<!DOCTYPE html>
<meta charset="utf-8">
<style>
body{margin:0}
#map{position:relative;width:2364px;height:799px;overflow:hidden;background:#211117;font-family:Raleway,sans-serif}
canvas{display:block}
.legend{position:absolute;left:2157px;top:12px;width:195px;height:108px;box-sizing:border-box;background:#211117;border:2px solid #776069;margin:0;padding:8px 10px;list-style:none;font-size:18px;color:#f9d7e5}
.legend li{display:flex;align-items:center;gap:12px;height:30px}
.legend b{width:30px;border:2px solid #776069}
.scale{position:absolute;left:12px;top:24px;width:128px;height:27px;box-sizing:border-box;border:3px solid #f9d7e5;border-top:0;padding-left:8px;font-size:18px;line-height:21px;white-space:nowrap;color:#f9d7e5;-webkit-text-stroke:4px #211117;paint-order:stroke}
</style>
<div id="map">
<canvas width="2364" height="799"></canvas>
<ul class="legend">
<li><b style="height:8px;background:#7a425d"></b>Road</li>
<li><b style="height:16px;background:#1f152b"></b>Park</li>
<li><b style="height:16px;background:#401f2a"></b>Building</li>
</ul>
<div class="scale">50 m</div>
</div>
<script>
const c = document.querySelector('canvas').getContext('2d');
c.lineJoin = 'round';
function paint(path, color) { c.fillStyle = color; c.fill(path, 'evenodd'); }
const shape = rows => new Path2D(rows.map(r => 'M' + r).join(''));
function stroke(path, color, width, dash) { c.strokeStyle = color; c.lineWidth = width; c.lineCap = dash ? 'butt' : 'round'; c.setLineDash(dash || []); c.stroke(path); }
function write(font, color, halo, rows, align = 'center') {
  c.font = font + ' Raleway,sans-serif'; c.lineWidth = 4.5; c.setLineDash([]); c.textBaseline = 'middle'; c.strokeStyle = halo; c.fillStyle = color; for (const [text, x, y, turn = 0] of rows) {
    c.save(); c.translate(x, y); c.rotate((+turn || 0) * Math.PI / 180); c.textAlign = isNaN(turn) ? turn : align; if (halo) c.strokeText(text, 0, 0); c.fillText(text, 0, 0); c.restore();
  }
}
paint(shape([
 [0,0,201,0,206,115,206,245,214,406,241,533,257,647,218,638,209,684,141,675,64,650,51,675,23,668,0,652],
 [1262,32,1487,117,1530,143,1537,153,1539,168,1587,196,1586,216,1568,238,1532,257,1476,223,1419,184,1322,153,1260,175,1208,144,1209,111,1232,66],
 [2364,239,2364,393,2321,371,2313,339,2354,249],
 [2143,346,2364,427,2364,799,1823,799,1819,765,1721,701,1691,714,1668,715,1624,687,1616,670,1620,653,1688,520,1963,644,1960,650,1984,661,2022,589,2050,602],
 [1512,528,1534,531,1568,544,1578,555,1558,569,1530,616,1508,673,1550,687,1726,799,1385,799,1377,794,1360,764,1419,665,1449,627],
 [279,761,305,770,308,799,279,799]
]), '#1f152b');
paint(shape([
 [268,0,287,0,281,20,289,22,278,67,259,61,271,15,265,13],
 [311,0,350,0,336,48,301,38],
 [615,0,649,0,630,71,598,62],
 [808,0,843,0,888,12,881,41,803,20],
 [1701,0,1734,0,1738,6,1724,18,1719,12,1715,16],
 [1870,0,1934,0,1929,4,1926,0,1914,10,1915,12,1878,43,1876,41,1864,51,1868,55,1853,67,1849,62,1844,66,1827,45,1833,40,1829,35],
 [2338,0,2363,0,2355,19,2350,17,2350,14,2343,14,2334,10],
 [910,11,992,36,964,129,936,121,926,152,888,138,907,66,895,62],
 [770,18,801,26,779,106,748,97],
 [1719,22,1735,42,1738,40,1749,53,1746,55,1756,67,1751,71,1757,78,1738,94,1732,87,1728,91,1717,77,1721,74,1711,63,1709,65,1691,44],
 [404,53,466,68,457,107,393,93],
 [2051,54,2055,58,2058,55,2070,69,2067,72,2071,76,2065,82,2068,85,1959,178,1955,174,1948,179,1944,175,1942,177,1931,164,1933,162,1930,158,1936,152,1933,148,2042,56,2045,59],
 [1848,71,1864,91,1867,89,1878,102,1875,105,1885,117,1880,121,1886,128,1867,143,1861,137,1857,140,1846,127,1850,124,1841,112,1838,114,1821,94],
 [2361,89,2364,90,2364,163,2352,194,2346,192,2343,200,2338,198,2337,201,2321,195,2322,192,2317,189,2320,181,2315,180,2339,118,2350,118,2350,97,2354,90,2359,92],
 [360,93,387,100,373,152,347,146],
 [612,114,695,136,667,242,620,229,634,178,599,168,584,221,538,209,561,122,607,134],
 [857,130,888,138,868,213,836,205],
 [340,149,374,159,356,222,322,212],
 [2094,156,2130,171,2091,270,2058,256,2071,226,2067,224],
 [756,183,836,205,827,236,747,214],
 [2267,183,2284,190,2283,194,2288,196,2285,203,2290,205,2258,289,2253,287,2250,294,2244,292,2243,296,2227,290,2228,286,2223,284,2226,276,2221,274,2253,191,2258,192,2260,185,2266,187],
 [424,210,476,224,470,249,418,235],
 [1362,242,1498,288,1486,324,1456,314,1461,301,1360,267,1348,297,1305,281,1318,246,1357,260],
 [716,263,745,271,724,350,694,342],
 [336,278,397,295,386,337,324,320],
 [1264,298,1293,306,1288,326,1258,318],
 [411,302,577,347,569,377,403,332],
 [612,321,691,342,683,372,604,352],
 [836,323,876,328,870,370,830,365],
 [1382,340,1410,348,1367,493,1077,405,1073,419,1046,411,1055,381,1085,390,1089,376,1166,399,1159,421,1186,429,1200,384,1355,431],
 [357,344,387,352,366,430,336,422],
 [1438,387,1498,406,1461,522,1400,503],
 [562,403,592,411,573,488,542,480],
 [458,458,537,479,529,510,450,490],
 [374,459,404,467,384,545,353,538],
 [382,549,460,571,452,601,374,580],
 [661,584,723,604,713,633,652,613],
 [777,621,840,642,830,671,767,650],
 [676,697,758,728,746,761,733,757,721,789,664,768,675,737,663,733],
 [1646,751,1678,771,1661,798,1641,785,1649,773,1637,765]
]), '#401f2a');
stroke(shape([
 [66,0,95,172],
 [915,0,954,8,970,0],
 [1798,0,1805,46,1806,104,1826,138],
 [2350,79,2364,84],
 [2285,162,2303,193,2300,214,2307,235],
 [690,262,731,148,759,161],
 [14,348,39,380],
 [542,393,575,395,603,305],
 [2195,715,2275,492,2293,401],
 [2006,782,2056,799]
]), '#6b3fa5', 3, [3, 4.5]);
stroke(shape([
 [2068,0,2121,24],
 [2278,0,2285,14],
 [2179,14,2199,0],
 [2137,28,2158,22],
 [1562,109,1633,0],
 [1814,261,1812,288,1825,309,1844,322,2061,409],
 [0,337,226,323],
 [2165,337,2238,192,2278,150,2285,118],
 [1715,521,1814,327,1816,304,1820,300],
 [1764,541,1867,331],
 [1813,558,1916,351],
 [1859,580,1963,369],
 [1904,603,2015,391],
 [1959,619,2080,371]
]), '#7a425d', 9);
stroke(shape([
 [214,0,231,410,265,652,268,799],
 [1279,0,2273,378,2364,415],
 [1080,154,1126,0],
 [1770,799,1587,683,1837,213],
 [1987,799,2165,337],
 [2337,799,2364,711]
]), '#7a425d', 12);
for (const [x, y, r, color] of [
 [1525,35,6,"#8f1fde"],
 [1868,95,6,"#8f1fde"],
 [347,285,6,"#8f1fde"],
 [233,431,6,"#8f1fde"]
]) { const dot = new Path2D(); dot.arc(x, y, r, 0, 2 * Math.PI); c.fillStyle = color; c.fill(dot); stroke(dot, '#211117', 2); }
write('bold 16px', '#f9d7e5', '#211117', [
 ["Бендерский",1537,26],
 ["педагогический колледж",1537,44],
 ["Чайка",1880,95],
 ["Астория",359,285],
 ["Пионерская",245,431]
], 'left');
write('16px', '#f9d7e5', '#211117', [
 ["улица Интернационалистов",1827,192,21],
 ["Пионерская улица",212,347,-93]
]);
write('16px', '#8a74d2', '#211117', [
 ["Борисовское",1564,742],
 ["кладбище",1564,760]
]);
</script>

----

Go through the listing above and copy each line that contains "strokeStyle".

■ THE COMPLETED TASK ■
function stroke(path, color, width, dash) { c.strokeStyle = color; c.lineWidth = width; c.lineCap = dash ? 'butt' : 'round'; c.setLineDash(dash || []); c.stroke(path); }
  c.font = font + ' Raleway,sans-serif'; c.lineWidth = 4.5; c.setLineDash([]); c.textBaseline = 'middle'; c.strokeStyle = halo; c.fillStyle = color; for (const [text, x, y, turn = 0] of rows) {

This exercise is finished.